EXTRACTED ENTRIES:
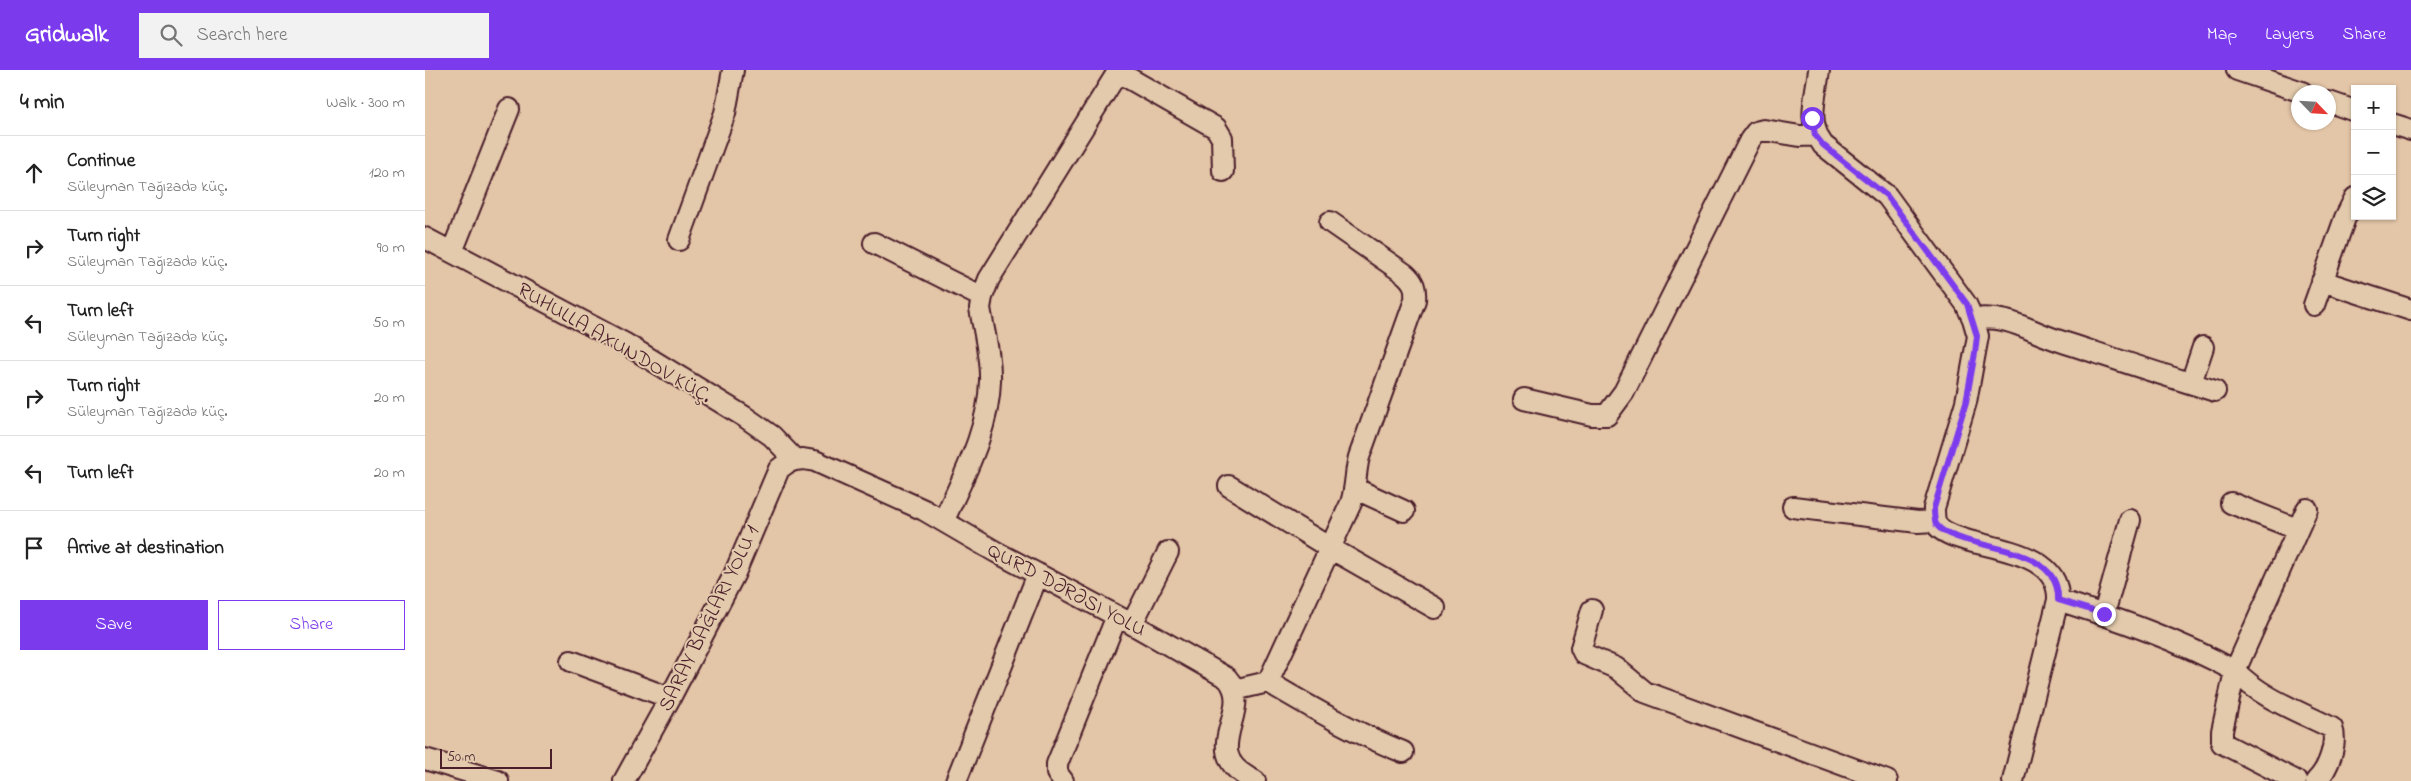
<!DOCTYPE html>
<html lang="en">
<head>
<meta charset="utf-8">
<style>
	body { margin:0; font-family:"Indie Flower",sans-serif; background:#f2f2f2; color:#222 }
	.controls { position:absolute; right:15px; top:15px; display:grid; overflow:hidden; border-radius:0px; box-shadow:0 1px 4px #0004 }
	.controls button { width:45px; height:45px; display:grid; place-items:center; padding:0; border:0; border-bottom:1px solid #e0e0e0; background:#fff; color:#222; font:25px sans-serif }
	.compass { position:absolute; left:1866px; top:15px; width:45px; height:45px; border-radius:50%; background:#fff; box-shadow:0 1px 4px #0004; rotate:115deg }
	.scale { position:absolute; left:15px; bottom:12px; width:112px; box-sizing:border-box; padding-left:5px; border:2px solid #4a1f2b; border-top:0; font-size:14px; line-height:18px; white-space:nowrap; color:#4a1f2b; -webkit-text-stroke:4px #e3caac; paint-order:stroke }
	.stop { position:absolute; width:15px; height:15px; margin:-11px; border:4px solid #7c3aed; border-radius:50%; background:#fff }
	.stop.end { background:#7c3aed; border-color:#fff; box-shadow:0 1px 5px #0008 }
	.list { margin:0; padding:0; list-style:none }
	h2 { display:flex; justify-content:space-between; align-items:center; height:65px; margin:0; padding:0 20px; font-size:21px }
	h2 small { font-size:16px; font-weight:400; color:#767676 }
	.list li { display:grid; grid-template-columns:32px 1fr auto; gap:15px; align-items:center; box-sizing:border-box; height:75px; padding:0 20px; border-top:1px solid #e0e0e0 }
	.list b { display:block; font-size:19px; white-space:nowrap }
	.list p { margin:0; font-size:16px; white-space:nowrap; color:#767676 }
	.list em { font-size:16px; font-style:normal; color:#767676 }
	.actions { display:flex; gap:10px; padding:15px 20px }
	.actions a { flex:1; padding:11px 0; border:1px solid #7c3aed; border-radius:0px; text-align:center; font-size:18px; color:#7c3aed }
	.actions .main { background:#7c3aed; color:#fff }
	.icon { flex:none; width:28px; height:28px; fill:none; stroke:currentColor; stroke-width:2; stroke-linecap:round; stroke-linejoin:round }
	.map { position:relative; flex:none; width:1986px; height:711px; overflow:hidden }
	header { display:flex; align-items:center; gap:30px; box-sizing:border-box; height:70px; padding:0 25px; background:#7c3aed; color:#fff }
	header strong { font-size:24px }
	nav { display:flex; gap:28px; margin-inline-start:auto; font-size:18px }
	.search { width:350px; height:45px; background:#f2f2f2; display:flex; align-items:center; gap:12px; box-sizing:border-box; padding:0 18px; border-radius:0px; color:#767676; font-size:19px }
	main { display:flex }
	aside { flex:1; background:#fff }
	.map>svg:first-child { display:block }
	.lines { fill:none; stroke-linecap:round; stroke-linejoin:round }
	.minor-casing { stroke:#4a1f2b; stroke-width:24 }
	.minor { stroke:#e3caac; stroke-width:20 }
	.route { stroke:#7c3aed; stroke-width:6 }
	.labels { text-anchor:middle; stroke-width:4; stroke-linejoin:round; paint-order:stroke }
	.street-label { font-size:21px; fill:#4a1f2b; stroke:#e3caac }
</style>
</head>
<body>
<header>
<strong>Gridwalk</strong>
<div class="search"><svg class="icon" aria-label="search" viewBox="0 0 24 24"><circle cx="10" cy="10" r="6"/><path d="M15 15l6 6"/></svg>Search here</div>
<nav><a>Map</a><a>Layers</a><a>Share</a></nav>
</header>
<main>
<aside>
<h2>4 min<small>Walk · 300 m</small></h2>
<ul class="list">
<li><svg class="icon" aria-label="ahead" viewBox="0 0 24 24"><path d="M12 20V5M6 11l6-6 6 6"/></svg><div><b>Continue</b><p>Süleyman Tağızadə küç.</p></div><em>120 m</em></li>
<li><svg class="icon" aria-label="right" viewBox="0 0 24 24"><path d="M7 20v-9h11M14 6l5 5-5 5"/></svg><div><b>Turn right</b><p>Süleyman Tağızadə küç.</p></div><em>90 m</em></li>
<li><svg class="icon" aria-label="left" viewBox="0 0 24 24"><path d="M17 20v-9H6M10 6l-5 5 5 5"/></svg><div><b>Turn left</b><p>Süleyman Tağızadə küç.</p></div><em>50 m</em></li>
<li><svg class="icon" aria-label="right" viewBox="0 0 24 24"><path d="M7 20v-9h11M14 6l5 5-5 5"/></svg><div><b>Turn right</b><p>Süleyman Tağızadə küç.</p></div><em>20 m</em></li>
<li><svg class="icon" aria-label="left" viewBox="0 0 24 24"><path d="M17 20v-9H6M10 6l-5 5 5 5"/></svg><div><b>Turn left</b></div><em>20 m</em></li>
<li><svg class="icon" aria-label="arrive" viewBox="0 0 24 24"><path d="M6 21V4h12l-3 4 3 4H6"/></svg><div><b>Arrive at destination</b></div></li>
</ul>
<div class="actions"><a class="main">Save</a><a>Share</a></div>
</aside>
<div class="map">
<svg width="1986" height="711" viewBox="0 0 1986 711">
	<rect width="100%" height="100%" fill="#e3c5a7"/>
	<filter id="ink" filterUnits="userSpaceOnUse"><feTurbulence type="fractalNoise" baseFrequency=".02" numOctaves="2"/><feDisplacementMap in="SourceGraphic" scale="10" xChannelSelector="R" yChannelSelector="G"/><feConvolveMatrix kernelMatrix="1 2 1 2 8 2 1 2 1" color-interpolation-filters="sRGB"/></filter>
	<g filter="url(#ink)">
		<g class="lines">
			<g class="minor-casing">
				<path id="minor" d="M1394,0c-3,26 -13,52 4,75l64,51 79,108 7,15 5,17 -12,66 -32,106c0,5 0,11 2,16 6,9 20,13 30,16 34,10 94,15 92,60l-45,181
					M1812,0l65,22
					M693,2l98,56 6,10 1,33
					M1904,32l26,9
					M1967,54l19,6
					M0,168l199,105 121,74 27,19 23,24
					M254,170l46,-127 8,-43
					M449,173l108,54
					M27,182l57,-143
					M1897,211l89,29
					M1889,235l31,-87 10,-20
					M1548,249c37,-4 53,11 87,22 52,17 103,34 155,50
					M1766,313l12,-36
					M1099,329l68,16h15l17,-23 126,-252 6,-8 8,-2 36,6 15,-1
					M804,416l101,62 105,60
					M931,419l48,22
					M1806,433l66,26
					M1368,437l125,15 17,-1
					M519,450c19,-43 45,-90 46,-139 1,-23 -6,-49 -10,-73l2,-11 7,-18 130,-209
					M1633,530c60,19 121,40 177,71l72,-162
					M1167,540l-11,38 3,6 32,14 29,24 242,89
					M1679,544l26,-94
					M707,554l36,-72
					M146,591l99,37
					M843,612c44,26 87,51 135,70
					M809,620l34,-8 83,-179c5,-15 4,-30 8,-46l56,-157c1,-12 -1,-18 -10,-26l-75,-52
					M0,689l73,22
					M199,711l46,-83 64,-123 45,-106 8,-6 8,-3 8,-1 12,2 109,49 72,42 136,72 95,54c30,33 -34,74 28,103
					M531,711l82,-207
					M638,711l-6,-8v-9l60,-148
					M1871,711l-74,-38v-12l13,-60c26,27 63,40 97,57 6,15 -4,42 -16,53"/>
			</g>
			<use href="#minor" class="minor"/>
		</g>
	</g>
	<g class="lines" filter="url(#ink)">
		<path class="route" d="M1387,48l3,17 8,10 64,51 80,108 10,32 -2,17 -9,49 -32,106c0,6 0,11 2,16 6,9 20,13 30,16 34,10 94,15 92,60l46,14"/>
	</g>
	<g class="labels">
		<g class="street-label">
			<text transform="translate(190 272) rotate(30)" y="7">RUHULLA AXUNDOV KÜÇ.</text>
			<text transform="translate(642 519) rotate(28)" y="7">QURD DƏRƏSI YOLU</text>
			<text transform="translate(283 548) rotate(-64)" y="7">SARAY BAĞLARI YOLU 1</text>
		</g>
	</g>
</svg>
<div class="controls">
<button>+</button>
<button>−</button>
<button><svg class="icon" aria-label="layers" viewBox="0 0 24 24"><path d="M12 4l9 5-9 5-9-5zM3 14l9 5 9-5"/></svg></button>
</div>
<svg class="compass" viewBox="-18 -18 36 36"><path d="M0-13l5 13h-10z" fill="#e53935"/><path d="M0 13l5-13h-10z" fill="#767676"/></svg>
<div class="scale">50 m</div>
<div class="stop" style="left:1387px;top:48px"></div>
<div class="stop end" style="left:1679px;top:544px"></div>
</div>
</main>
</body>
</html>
---
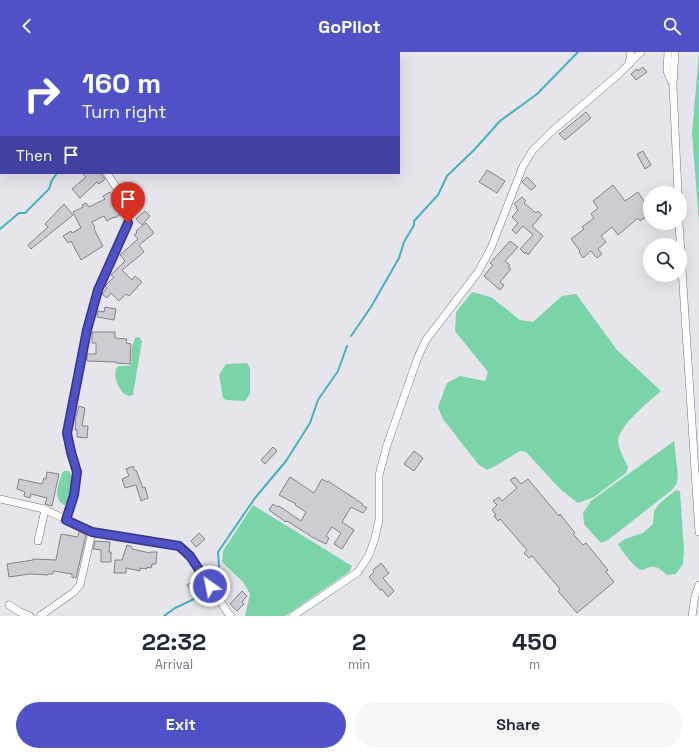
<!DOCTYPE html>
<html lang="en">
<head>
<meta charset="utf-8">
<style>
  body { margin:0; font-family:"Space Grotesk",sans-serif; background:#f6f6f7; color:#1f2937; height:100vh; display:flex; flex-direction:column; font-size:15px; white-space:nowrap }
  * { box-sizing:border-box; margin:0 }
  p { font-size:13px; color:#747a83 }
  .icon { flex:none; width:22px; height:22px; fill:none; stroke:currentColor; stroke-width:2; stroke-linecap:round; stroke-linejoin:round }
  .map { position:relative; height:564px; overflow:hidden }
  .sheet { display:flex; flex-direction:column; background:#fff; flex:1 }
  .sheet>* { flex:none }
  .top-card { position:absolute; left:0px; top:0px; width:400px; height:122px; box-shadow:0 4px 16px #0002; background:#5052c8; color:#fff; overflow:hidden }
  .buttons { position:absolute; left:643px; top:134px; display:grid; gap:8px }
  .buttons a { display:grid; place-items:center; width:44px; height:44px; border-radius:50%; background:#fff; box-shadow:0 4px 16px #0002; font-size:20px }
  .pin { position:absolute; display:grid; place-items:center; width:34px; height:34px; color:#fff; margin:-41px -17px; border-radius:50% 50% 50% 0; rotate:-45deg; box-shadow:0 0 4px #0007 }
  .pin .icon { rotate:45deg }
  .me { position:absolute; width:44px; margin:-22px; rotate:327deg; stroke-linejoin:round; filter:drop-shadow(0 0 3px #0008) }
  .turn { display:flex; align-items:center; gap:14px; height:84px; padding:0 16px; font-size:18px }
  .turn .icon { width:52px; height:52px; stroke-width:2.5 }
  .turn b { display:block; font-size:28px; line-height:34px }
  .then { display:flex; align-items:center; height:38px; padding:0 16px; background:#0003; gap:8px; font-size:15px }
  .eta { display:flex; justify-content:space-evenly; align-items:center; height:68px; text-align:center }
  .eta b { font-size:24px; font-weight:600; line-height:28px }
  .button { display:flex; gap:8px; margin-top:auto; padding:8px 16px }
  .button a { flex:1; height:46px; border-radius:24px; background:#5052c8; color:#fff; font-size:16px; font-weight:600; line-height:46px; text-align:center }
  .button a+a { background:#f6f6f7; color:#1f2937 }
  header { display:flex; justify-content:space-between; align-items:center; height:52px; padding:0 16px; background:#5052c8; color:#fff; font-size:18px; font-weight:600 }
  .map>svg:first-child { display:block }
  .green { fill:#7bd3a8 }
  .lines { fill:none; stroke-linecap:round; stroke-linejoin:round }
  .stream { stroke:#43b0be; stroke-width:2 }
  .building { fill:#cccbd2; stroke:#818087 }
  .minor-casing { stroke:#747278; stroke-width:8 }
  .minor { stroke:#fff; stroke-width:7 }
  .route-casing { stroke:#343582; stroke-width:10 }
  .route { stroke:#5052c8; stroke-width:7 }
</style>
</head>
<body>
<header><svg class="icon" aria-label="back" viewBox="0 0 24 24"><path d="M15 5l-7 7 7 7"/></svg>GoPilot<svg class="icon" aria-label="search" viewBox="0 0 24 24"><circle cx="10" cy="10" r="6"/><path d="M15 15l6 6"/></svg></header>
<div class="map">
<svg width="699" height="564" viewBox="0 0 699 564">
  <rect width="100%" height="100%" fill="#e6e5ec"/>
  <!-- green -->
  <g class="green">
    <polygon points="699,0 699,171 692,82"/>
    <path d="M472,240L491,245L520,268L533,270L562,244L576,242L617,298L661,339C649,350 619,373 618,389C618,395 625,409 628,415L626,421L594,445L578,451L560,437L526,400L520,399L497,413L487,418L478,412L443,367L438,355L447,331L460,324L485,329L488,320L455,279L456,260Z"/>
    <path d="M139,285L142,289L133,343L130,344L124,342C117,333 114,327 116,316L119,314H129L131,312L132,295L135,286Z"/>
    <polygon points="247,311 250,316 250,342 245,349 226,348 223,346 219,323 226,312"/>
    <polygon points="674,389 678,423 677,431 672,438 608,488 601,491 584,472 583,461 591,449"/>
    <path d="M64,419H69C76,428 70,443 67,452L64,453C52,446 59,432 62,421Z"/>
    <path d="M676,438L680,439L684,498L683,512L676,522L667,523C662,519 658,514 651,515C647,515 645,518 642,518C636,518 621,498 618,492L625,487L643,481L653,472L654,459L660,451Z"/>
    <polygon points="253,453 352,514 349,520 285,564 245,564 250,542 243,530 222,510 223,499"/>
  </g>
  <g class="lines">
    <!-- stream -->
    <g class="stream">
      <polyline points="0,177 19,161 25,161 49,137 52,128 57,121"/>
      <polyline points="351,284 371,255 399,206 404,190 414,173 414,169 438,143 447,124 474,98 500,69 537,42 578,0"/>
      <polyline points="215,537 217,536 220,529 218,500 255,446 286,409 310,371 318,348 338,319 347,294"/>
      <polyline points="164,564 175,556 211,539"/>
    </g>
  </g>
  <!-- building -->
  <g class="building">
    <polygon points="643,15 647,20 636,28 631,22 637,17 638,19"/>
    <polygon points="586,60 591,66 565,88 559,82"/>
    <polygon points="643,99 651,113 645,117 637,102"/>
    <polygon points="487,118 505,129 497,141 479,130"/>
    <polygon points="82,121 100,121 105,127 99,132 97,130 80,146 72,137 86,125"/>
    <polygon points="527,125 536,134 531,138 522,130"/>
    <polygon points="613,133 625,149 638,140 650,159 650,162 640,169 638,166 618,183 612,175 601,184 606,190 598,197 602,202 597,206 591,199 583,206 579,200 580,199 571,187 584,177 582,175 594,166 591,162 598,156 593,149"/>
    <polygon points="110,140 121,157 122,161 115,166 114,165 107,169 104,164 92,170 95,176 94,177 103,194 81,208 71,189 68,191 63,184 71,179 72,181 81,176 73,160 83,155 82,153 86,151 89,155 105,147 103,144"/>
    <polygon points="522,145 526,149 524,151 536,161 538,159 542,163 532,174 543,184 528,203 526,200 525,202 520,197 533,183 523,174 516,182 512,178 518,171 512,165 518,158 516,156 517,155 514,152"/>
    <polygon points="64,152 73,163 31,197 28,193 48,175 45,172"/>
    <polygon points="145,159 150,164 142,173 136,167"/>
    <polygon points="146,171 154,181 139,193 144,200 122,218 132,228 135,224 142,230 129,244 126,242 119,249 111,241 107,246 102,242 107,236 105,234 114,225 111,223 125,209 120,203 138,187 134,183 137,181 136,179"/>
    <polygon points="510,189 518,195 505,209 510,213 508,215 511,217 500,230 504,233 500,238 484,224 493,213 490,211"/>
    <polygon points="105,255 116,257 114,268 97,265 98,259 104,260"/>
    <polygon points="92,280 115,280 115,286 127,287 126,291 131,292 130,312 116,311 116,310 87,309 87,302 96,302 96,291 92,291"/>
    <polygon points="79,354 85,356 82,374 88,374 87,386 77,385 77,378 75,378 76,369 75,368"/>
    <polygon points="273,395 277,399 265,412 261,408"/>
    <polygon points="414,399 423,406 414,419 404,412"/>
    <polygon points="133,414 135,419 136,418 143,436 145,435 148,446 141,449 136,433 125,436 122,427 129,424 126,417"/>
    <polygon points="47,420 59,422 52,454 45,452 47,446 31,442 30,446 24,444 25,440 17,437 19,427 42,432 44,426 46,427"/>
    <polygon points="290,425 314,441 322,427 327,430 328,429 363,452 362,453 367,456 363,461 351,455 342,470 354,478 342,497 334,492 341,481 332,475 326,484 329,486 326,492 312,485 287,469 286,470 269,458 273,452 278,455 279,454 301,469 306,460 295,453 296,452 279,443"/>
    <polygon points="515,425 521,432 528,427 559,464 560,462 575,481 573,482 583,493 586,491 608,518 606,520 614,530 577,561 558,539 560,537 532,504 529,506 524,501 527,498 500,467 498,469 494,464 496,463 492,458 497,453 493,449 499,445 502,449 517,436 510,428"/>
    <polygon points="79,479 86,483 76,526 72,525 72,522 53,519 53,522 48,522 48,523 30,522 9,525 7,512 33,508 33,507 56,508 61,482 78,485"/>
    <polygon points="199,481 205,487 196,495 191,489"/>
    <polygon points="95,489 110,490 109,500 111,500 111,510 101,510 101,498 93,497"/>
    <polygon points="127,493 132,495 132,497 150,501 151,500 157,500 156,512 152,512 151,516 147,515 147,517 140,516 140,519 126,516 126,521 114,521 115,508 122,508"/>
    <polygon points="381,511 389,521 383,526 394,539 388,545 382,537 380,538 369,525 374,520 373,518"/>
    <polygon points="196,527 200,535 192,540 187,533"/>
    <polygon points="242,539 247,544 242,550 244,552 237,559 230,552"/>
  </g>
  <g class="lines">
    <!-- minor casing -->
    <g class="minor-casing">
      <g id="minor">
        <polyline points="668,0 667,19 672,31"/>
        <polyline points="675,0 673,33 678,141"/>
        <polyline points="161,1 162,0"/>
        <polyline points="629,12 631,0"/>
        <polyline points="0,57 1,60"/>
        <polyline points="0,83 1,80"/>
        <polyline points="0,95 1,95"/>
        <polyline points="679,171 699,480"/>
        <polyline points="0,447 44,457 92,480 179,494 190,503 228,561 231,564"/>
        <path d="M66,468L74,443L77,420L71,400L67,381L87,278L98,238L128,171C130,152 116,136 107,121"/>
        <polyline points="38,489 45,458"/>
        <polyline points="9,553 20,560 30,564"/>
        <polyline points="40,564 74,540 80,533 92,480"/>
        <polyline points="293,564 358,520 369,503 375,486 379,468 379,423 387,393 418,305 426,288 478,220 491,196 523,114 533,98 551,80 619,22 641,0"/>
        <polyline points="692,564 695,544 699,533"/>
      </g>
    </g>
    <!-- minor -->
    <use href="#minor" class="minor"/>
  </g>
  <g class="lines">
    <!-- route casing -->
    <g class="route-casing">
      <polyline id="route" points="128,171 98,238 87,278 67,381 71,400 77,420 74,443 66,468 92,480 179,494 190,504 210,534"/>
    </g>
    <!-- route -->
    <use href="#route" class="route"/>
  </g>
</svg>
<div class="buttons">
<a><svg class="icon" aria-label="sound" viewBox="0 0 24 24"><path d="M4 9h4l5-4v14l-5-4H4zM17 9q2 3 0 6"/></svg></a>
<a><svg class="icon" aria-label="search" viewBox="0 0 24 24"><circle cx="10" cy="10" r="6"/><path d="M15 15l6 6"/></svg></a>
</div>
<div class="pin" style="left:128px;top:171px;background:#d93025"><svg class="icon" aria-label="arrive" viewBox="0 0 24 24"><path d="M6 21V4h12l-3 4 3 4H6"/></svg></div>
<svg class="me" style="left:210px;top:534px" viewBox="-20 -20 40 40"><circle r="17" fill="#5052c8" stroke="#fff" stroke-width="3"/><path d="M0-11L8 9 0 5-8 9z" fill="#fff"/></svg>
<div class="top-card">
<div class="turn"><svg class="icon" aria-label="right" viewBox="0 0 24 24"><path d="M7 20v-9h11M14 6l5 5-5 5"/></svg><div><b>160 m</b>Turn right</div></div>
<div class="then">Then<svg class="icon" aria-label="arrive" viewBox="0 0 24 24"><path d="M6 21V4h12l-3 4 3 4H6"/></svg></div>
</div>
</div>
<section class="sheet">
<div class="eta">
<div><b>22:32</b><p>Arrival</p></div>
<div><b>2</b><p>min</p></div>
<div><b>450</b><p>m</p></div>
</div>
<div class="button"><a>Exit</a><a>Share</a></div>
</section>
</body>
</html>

TASK DETAILS:
Count, in the records above, the lines that contain the word "scale"; the answer is that number alone.

FINISHED EXERCISE:
3